Passkeys are now available to use in Chrome. Google added the passwordless secure login standard this week to Chrome Stable M108 after going through a testing period that started in October.
The feature now works using Chrome on both desktop and mobile running Windows 11, macOS, and Android. Google also lets you sync passkeys from Android to other devices through either the company’s own password manager or a third-party one that supports it, like 1Password or Dashlane.
A passkey is a unique identity that’s stored on your computer, phone, or other device like a USB security key. For websites or applications that have implemented the passkey API, it can let you log in through a simple and quick confirmation combined with your device’s biometrics or other secure authentication.
Passkeys are great for security in that there’s no password involved that could get leaked.

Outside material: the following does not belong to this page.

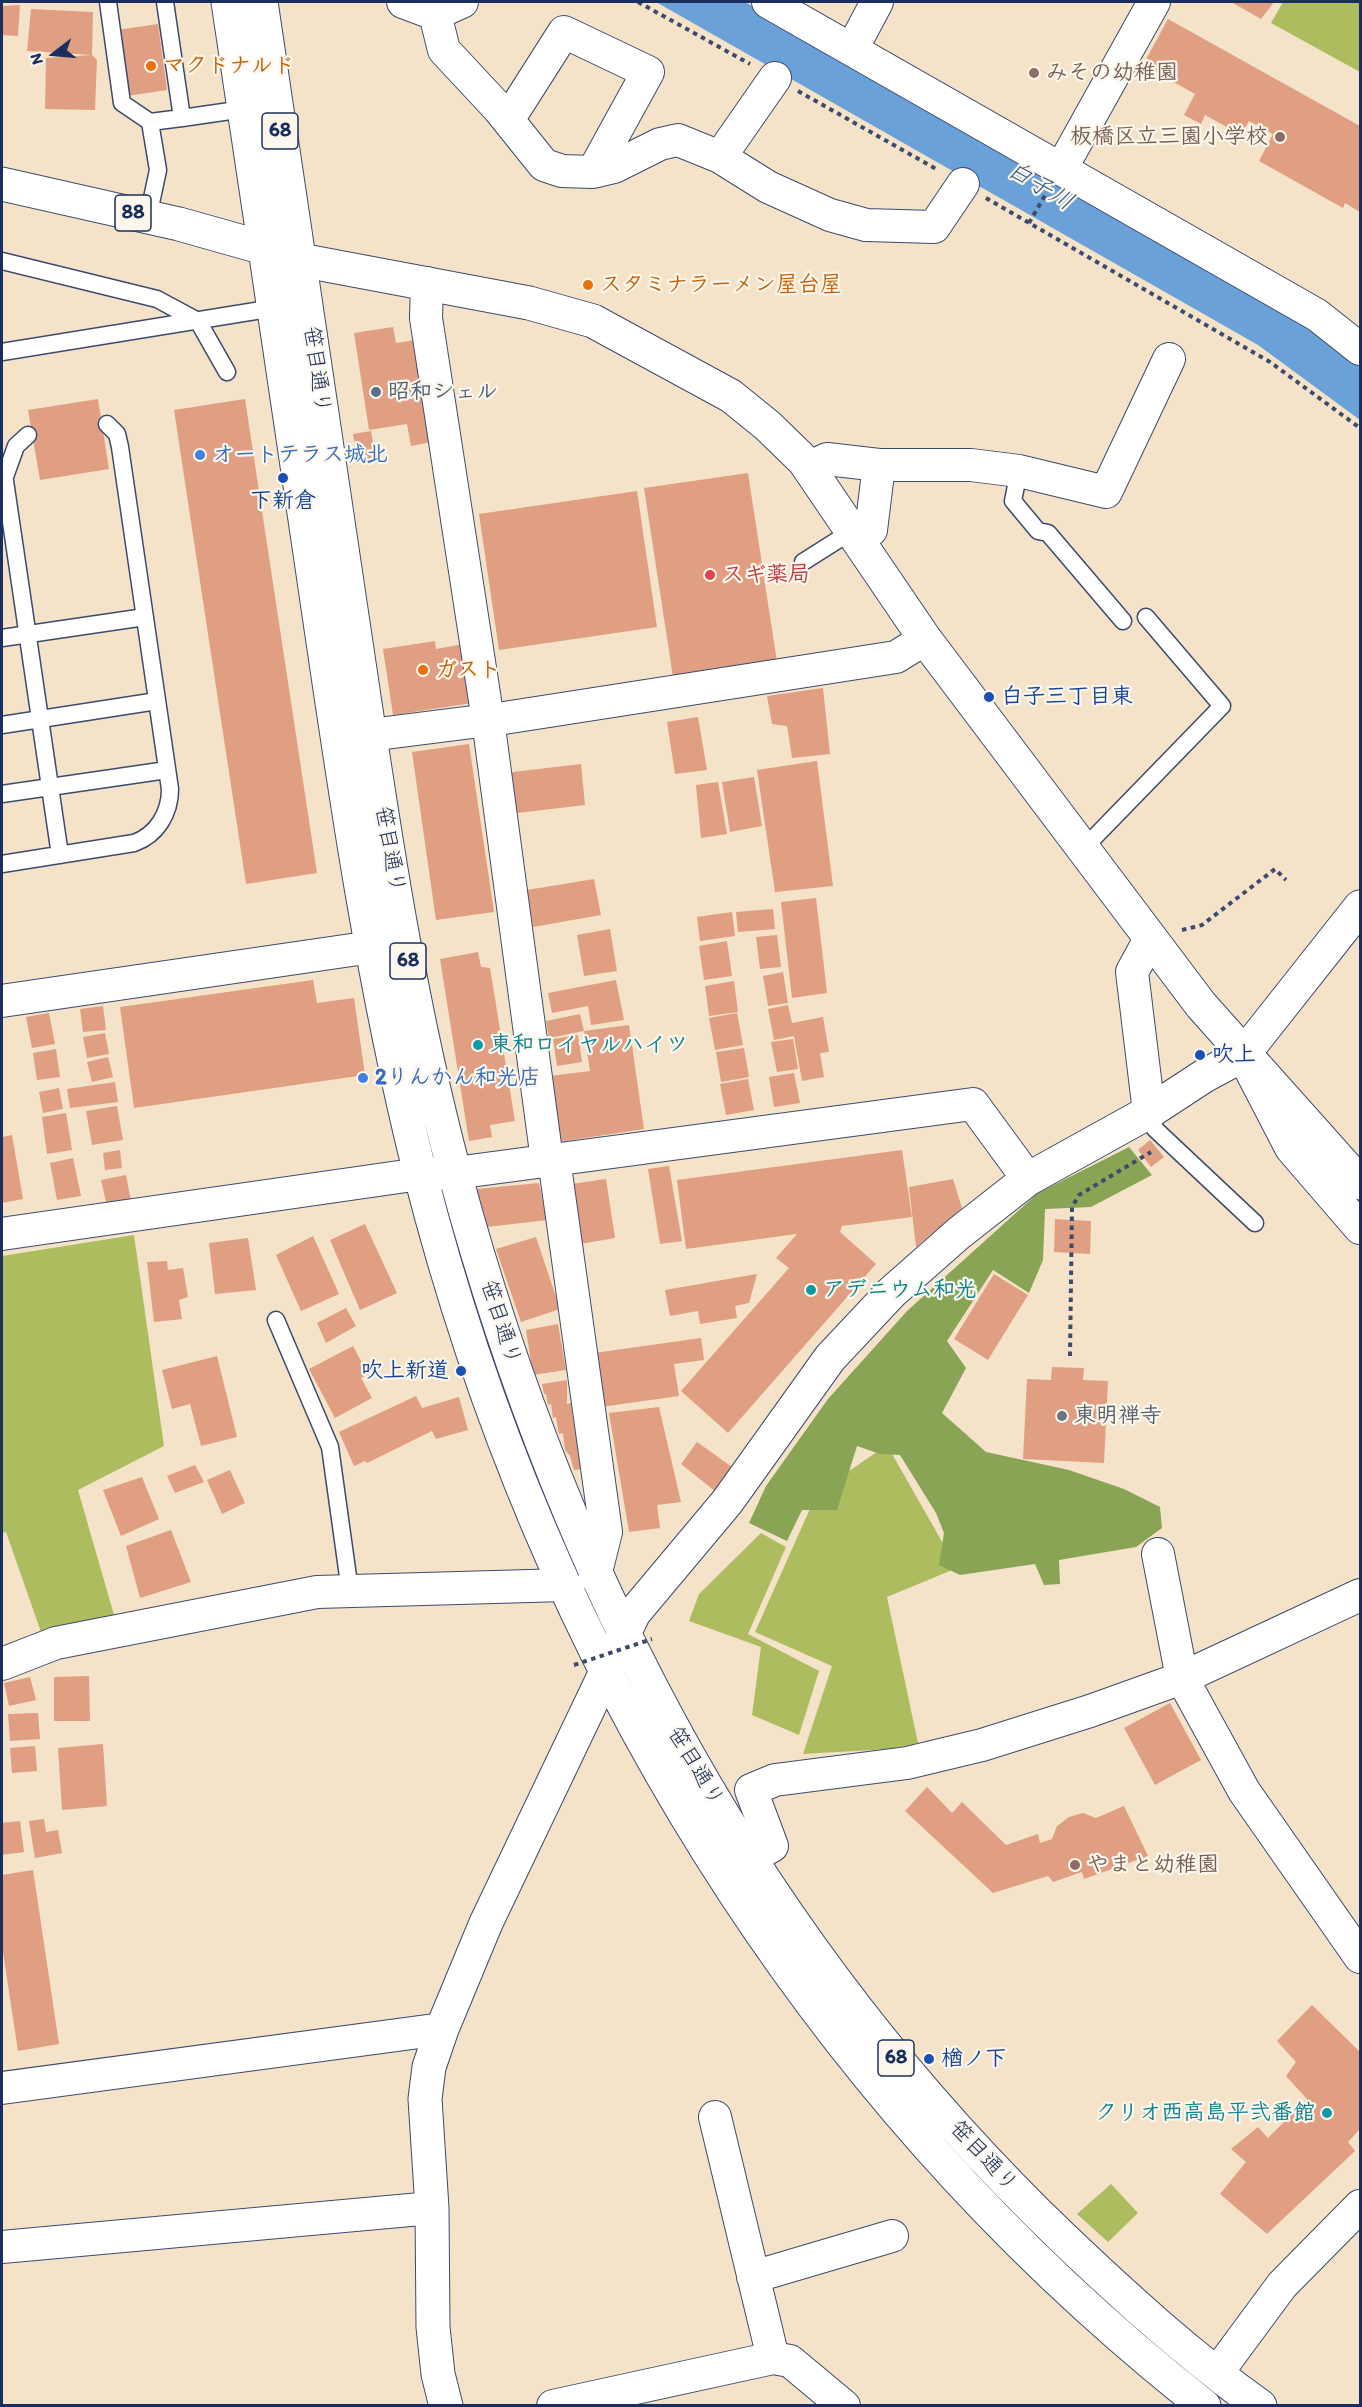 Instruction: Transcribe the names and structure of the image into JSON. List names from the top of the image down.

And since all of the major tech companies like Apple, Google, and Microsoft are working together in adopting the technology (and the name), the experience should become device-agnostic. The tech is built on the FIDO standard using public key cryptography, which is what makes the cross-platform aspect possible.
The usefulness of passkeys in Chrome — and other browsers — will come down to sites implementing the WebAuthn API to accept passkeys. Some online stores like Best Buy have already added it, and services like PayPal also have it enabled.
Correction December 9th, 4:50PM ET: The example banking site in the images is not a real bank, but rather a test site by Google. A previous version of the article said it was a banking site.